*** Begin section ***

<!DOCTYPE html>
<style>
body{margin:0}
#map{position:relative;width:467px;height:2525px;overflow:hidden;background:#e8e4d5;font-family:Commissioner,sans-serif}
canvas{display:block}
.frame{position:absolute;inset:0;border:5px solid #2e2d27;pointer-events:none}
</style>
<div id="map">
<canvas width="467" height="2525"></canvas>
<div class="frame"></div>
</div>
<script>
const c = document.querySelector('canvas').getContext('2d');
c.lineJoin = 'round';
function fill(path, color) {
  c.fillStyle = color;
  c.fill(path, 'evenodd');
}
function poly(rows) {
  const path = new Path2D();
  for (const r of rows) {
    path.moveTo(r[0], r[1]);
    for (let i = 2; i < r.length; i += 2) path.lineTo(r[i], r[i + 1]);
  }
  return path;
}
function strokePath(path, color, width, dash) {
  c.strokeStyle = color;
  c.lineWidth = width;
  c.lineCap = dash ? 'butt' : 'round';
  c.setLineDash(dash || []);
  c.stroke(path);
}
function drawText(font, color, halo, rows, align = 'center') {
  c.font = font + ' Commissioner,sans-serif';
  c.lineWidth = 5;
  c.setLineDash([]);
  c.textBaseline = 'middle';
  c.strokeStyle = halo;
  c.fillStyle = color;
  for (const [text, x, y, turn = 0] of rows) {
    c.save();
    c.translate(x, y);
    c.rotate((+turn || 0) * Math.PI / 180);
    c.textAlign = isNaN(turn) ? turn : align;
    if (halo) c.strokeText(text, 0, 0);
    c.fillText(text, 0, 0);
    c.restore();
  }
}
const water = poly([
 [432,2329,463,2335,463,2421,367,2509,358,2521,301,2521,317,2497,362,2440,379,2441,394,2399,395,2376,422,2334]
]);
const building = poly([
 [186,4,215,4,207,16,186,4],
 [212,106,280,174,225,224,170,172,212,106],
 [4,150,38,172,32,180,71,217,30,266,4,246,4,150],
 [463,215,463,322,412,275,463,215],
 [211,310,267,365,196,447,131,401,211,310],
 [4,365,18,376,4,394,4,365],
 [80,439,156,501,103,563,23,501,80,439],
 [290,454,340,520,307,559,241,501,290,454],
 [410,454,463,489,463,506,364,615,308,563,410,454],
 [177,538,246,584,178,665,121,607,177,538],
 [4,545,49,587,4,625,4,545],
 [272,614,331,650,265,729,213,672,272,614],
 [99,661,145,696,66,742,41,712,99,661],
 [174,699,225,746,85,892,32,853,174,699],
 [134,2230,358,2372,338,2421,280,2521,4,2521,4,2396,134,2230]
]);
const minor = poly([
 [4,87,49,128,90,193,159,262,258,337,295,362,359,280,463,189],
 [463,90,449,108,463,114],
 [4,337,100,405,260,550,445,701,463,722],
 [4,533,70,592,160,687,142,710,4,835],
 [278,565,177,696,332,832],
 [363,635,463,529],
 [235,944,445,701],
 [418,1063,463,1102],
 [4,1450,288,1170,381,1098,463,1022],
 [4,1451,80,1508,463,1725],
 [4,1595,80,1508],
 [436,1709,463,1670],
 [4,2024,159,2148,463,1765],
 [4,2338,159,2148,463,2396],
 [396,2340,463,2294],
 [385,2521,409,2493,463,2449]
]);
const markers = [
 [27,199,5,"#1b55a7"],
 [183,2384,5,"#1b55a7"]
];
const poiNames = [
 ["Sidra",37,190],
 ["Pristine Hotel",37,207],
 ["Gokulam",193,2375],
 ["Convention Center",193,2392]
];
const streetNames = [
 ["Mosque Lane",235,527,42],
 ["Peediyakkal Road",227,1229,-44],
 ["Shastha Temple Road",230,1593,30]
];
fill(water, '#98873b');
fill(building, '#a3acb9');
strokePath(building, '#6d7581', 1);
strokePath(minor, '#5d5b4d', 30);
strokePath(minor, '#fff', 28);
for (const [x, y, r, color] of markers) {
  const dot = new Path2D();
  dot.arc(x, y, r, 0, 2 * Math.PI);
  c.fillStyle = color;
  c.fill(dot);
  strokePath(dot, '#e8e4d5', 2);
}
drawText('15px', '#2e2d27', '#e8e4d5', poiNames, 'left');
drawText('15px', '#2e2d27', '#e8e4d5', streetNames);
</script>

*** End section ***

● **WHAT YOU WILL DO**:
Beginning with the very first line of the material above, give each line again exactly, ending with the line that contains "c.setLineDash([]);".

● **SOLUTION FOR THIS PROBLEM**:
<!DOCTYPE html>
<style>
body{margin:0}
#map{position:relative;width:467px;height:2525px;overflow:hidden;background:#e8e4d5;font-family:Commissioner,sans-serif}
canvas{display:block}
.frame{position:absolute;inset:0;border:5px solid #2e2d27;pointer-events:none}
</style>
<div id="map">
<canvas width="467" height="2525"></canvas>
<div class="frame"></div>
</div>
<script>
const c = document.querySelector('canvas').getContext('2d');
c.lineJoin = 'round';
function fill(path, color) {
  c.fillStyle = color;
  c.fill(path, 'evenodd');
}
function poly(rows) {
  const path = new Path2D();
  for (const r of rows) {
    path.moveTo(r[0], r[1]);
    for (let i = 2; i < r.length; i += 2) path.lineTo(r[i], r[i + 1]);
  }
  return path;
}
function strokePath(path, color, width, dash) {
  c.strokeStyle = color;
  c.lineWidth = width;
  c.lineCap = dash ? 'butt' : 'round';
  c.setLineDash(dash || []);
  c.stroke(path);
}
function drawText(font, color, halo, rows, align = 'center') {
  c.font = font + ' Commissioner,sans-serif';
  c.lineWidth = 5;
  c.setLineDash([]);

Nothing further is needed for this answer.